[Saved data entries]

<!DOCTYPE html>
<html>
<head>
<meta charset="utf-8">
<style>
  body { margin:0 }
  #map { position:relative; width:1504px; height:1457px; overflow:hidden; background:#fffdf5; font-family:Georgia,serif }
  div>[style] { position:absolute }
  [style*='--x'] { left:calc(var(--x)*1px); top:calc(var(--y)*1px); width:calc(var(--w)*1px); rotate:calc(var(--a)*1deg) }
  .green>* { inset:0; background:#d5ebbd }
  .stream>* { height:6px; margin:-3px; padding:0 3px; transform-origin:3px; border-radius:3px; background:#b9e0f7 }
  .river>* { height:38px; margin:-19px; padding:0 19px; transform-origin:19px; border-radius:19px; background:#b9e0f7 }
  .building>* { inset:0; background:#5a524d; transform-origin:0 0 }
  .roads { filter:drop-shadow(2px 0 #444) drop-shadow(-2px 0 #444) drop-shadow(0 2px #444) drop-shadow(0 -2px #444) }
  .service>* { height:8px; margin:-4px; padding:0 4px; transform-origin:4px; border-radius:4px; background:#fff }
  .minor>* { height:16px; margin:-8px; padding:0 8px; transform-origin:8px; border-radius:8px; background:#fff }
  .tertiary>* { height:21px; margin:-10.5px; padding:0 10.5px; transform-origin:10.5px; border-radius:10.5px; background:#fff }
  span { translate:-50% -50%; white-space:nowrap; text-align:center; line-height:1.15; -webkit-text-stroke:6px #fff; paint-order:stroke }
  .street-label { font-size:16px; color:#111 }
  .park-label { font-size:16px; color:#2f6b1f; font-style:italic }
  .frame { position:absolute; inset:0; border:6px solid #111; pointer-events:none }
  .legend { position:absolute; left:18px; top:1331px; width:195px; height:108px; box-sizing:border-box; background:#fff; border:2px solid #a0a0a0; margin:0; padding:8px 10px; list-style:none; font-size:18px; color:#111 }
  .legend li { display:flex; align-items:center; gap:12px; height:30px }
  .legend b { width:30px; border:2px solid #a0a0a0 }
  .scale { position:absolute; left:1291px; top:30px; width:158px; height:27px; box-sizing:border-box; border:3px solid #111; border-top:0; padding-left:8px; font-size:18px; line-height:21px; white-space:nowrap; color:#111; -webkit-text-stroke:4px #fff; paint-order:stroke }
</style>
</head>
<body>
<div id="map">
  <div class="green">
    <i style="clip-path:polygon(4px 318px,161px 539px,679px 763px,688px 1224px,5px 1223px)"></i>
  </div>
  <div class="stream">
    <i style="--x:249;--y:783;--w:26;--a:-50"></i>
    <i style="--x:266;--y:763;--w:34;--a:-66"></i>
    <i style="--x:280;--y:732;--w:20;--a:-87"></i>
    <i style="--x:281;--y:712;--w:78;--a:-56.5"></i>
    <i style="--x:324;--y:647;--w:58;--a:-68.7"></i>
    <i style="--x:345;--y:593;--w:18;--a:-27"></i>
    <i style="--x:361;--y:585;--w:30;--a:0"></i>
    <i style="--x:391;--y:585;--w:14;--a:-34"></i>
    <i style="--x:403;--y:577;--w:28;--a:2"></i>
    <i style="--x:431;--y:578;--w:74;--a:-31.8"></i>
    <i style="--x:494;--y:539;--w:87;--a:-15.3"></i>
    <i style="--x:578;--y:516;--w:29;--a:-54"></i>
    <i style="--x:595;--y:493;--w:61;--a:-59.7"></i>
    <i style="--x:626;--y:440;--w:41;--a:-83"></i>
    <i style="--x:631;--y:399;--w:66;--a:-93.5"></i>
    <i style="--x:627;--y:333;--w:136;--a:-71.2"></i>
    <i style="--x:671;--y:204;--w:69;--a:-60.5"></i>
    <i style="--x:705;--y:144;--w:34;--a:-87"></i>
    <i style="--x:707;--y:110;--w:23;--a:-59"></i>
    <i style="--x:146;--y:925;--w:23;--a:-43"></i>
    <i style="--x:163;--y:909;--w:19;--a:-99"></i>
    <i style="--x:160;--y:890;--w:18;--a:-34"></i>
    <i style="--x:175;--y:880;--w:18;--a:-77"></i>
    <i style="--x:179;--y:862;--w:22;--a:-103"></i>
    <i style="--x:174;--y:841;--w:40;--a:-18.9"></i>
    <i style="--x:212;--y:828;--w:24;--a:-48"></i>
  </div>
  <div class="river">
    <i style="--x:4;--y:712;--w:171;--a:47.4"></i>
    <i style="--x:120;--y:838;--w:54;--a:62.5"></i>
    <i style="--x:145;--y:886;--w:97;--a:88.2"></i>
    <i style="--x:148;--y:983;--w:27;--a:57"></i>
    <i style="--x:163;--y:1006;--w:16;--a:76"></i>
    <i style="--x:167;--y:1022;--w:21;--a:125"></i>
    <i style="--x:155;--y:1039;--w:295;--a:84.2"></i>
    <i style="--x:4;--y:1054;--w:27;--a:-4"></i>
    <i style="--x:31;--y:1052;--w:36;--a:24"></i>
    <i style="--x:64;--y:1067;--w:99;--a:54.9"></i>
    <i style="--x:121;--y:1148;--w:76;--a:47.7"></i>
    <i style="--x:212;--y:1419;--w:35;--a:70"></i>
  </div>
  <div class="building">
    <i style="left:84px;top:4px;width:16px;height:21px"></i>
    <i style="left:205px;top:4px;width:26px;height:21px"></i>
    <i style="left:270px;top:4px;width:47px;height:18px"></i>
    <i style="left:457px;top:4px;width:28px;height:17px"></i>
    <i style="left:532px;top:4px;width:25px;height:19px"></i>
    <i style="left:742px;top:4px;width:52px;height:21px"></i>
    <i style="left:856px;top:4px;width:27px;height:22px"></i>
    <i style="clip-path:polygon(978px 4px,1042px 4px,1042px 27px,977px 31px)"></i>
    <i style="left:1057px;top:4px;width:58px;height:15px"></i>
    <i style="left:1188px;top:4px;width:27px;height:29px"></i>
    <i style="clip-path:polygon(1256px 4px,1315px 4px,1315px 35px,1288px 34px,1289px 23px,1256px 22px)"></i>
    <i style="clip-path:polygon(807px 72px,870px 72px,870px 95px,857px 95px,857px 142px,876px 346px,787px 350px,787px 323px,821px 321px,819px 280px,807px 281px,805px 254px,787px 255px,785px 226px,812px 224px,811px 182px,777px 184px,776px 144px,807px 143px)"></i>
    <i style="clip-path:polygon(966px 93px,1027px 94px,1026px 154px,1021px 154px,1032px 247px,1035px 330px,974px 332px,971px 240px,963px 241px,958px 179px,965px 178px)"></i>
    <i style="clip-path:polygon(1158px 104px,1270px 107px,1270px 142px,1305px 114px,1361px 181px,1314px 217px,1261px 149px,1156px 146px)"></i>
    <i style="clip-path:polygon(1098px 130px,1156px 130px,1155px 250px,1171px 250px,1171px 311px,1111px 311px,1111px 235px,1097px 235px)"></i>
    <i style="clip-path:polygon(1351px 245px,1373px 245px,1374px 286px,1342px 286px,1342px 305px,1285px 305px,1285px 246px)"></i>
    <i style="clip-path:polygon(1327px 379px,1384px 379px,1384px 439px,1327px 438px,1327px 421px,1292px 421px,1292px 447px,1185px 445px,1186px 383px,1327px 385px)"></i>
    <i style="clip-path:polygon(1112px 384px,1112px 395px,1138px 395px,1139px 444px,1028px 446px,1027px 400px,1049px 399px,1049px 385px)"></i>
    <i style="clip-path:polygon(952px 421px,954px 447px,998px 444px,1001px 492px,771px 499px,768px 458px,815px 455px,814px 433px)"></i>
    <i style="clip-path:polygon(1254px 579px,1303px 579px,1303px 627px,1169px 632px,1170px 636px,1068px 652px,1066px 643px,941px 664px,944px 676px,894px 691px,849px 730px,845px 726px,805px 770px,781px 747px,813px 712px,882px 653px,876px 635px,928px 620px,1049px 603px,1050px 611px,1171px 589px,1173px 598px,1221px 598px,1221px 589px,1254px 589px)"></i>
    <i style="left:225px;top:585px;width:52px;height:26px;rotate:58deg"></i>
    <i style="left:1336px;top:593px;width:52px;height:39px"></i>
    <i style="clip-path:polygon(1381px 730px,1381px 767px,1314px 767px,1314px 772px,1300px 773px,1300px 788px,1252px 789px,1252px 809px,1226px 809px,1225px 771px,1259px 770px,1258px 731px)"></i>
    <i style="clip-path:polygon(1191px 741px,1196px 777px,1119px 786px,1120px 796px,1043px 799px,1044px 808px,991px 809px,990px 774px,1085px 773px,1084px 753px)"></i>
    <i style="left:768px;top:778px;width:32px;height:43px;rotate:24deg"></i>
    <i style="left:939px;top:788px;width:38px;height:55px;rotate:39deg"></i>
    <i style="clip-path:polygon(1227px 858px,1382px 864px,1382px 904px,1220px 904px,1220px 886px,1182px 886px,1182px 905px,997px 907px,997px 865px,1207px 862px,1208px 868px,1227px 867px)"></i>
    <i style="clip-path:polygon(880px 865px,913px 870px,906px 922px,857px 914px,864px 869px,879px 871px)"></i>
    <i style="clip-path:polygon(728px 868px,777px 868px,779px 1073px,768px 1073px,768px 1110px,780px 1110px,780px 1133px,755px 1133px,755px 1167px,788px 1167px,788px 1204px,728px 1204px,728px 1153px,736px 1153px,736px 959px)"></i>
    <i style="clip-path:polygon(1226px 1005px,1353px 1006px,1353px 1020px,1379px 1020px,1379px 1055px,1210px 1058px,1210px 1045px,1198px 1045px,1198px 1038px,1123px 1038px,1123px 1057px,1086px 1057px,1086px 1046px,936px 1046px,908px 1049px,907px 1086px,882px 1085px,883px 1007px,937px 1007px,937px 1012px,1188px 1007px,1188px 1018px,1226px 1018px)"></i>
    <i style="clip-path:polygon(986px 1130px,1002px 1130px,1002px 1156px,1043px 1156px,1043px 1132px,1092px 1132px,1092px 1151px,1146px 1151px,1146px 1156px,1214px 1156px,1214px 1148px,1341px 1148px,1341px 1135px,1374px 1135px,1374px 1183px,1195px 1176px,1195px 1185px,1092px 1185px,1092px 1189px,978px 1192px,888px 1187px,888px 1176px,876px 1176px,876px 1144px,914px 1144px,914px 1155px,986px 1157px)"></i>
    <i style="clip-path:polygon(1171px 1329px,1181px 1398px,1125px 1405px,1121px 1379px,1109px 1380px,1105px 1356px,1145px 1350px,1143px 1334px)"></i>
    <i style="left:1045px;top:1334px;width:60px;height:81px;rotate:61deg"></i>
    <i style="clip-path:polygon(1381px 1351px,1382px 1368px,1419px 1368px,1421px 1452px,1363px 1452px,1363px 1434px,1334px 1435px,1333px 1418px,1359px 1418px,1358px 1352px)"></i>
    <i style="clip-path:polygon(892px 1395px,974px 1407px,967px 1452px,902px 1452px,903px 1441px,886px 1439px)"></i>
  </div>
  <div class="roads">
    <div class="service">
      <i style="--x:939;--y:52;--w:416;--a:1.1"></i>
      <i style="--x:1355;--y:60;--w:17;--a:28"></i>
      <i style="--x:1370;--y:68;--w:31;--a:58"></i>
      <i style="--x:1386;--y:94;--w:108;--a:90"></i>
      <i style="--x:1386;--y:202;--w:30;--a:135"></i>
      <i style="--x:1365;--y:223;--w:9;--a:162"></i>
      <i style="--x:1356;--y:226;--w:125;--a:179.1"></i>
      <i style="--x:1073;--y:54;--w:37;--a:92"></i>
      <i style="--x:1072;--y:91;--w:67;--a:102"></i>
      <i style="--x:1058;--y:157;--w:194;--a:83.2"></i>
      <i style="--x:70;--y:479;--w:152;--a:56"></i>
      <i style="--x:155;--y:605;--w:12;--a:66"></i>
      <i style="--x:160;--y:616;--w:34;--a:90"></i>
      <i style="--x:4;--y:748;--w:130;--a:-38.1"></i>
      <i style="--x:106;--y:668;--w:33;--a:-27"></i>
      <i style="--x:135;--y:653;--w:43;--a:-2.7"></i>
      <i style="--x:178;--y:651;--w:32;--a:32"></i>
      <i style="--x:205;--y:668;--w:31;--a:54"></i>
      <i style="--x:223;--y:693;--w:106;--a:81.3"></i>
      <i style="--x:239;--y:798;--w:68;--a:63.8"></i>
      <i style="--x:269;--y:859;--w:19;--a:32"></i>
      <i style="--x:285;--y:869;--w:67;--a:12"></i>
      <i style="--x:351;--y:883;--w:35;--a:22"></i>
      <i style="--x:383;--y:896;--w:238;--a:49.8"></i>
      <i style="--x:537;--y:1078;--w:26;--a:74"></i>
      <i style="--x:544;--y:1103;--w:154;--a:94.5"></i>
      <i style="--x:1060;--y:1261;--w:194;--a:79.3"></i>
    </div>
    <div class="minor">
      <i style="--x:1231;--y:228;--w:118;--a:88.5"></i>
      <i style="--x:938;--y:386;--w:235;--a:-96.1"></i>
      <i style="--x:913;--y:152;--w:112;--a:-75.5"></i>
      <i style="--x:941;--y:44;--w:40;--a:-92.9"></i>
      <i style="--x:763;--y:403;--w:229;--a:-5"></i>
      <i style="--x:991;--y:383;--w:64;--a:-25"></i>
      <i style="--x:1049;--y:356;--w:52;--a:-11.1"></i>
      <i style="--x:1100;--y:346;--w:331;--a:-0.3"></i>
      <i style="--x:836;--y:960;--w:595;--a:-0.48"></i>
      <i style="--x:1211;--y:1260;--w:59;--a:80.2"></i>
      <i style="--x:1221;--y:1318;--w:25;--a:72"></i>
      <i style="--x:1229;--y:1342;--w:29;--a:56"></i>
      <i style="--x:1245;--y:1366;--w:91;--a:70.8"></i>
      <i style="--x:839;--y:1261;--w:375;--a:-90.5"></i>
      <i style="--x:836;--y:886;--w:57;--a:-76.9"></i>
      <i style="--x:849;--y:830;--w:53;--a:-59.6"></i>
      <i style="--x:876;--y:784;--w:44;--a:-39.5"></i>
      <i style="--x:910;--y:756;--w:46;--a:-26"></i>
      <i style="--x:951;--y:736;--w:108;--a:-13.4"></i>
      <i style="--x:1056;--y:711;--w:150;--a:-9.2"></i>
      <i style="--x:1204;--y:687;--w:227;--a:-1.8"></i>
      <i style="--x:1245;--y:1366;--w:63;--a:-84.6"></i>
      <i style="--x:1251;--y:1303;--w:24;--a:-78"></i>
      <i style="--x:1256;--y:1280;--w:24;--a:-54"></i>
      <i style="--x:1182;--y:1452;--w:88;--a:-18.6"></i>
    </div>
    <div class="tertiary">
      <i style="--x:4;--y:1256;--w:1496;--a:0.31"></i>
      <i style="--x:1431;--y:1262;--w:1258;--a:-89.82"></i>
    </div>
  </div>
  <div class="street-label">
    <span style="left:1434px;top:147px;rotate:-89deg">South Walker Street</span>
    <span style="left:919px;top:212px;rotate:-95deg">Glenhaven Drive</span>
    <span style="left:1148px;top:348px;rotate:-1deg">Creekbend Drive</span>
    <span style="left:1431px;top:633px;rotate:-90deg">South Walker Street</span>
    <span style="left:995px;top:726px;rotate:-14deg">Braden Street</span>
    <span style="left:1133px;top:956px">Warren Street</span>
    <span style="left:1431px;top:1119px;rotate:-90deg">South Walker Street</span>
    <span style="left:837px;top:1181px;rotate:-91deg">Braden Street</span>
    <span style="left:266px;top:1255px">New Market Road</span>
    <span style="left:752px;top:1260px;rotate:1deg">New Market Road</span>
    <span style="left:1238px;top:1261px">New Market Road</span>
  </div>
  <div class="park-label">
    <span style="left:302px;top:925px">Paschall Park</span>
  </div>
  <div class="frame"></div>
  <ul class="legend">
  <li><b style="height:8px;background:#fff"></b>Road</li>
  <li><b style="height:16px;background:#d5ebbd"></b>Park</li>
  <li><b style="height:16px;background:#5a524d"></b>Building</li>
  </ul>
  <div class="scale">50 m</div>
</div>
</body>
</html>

- EXERCISE: For each line in the entries that holds "stream", return that line.

- ANSWER TO THE EXERCISE:
  .stream>* { height:6px; margin:-3px; padding:0 3px; transform-origin:3px; border-radius:3px; background:#b9e0f7 }
  <div class="stream">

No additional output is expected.